== RECORDS SHOWN
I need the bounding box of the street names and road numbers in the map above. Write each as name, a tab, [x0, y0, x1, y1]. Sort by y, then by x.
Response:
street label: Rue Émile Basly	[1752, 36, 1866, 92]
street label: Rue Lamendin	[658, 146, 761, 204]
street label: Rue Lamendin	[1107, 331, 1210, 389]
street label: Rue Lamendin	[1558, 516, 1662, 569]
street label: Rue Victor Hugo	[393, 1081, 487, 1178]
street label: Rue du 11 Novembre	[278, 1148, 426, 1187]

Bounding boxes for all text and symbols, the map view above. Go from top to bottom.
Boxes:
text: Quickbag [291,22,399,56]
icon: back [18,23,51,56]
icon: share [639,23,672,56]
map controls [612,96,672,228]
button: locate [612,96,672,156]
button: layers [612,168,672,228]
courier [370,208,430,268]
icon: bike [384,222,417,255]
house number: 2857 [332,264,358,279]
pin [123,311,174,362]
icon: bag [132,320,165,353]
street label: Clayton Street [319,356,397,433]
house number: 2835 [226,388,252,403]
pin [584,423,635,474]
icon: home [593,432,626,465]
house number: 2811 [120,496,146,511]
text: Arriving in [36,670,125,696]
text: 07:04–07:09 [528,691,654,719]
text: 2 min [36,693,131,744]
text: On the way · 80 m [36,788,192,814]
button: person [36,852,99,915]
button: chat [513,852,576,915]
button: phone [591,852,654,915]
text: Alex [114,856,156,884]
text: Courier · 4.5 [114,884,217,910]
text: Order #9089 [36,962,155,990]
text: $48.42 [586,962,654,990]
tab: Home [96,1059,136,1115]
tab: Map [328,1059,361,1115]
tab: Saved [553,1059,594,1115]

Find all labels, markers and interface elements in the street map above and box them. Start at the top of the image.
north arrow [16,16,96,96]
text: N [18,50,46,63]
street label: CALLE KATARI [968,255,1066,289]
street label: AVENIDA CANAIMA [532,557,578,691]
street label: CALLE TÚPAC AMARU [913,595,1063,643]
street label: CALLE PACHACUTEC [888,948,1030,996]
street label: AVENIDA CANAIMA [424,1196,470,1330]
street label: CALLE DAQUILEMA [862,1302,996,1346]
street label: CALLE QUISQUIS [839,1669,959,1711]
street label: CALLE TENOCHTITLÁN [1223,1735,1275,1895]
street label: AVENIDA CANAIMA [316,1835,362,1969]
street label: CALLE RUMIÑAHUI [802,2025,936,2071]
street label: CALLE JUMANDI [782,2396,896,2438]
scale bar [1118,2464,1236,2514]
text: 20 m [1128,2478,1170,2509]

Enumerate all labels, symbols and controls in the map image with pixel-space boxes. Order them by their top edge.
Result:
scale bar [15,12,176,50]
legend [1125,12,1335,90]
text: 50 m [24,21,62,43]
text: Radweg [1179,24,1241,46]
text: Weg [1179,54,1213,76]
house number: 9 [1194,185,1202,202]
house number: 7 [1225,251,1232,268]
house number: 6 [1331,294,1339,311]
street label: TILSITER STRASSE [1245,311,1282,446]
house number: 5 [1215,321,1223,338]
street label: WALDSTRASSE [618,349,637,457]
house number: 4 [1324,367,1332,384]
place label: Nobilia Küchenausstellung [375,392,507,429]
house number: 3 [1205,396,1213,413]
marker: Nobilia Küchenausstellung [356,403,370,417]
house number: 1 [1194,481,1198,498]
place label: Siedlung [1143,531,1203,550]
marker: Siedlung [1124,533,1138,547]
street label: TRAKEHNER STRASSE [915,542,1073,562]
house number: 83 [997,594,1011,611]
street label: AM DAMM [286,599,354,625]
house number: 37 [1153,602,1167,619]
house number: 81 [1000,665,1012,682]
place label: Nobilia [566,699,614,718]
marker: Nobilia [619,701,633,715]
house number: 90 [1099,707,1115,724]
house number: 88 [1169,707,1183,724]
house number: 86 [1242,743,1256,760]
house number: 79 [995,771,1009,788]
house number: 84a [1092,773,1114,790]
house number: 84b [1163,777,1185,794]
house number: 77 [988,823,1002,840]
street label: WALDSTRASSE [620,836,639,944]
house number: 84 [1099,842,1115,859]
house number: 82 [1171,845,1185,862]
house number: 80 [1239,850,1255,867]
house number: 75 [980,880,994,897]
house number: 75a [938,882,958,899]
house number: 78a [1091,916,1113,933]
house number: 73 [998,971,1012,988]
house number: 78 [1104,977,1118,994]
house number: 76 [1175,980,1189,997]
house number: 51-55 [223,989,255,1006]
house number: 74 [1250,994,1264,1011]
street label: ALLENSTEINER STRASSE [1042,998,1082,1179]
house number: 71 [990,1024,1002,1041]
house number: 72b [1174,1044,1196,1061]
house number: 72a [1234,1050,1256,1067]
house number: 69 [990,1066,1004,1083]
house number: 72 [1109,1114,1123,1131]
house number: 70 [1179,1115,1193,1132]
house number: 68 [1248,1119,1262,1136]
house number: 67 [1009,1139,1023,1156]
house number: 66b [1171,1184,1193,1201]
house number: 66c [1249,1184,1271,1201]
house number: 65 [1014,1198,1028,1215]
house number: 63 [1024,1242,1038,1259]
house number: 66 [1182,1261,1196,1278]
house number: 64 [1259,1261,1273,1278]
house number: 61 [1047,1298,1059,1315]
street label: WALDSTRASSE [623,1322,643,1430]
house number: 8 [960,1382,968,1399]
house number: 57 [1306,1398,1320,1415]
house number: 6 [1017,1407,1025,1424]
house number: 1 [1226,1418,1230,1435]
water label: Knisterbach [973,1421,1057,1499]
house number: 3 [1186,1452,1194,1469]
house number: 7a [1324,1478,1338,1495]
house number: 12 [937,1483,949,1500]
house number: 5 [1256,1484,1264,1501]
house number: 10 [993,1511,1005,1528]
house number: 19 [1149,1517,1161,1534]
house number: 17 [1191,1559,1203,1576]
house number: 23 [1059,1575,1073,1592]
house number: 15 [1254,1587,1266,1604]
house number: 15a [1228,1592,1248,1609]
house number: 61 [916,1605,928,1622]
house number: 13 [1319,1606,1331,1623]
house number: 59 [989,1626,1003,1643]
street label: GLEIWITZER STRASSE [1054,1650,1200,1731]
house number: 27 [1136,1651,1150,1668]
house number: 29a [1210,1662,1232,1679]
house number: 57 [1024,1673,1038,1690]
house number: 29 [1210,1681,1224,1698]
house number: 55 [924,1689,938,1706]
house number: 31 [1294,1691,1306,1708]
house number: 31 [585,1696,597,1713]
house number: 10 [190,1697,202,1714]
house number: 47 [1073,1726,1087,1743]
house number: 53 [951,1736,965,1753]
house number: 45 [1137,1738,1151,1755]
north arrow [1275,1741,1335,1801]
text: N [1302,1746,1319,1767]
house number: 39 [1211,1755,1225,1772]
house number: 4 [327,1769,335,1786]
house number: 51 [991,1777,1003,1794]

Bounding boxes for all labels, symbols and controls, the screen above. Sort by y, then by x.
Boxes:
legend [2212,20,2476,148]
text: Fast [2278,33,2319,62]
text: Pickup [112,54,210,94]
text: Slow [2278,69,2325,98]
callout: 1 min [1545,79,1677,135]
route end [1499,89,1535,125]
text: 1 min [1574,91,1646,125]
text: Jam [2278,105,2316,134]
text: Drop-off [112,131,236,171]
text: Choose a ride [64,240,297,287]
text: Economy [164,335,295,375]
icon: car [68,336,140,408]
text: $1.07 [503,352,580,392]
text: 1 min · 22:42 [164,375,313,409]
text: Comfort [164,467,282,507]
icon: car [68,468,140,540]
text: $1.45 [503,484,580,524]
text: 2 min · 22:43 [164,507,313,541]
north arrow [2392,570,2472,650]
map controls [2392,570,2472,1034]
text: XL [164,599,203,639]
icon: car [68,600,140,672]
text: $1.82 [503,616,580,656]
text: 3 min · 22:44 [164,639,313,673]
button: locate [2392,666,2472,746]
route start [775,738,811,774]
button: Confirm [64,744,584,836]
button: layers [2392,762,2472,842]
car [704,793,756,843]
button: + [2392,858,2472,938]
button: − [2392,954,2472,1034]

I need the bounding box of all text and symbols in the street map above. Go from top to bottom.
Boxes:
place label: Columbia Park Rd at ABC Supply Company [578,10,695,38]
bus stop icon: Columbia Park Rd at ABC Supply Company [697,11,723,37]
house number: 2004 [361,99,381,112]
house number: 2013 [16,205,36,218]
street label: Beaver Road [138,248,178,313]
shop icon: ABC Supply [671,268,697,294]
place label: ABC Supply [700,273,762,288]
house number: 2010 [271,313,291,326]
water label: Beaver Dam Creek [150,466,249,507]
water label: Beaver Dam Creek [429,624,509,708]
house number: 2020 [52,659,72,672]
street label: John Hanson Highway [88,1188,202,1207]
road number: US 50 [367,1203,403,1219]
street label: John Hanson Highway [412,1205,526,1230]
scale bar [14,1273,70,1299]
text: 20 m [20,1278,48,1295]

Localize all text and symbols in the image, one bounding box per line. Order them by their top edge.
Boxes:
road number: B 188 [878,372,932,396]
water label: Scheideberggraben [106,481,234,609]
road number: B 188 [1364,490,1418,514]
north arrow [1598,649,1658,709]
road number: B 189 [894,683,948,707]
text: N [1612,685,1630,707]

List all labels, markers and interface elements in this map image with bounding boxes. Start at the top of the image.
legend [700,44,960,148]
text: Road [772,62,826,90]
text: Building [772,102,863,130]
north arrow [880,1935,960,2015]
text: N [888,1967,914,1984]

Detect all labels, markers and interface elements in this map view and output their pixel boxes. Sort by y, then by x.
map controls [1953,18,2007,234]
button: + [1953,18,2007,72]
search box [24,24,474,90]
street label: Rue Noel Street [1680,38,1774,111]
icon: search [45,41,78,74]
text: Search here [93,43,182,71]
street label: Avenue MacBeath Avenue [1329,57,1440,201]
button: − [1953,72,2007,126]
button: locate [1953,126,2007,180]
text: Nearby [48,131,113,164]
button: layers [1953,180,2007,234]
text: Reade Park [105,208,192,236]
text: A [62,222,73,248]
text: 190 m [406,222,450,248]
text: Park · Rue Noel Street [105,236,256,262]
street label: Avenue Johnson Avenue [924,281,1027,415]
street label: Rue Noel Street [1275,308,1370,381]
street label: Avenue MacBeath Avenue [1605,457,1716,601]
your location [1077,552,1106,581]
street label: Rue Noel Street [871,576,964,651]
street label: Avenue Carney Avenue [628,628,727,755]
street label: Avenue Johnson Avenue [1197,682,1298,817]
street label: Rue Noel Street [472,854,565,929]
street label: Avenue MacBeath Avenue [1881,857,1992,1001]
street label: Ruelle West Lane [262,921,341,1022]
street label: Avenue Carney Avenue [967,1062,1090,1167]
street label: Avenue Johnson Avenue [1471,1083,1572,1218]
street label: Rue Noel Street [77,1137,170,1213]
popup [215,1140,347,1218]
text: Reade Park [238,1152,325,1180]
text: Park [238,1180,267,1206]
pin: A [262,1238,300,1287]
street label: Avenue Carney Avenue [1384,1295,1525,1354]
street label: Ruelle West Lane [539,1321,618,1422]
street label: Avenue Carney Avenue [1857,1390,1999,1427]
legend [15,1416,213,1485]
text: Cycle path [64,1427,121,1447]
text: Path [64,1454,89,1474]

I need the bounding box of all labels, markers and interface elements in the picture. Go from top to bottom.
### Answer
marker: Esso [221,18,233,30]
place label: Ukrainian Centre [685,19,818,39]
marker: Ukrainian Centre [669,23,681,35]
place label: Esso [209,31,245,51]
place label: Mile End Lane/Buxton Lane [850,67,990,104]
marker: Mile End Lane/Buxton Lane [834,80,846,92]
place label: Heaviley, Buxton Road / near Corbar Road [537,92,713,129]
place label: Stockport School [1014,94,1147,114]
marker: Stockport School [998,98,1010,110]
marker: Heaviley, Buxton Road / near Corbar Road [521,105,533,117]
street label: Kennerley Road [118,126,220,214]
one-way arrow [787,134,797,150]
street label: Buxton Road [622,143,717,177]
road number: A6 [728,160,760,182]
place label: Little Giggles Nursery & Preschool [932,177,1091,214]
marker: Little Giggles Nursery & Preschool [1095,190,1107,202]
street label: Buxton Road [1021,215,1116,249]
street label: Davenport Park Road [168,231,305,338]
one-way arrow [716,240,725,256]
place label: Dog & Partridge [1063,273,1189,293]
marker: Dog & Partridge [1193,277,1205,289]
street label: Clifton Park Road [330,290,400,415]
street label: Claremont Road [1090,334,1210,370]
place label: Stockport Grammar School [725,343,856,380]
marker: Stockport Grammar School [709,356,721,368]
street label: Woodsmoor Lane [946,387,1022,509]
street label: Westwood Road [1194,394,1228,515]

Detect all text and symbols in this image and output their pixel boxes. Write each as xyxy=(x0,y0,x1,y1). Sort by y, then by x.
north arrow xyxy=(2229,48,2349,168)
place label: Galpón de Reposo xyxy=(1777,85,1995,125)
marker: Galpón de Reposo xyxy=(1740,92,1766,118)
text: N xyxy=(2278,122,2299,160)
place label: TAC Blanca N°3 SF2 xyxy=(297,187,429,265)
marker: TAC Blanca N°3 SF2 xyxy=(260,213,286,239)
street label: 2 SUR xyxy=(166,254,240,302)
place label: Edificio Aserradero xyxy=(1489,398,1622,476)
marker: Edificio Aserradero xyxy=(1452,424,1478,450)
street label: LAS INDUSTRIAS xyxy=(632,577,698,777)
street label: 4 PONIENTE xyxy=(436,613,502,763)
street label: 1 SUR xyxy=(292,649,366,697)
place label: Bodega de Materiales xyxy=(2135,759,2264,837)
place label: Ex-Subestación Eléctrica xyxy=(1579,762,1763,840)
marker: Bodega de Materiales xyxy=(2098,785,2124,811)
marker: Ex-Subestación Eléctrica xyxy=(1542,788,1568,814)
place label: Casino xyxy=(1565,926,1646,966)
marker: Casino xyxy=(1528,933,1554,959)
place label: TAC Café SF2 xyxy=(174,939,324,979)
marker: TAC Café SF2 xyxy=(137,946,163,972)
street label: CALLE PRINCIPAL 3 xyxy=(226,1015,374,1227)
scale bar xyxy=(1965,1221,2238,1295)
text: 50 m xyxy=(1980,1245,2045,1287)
====
- EXERCISE OBJECTIVE -
Give only the number of lines above holding "Stockport".

- THE ANSWER -
4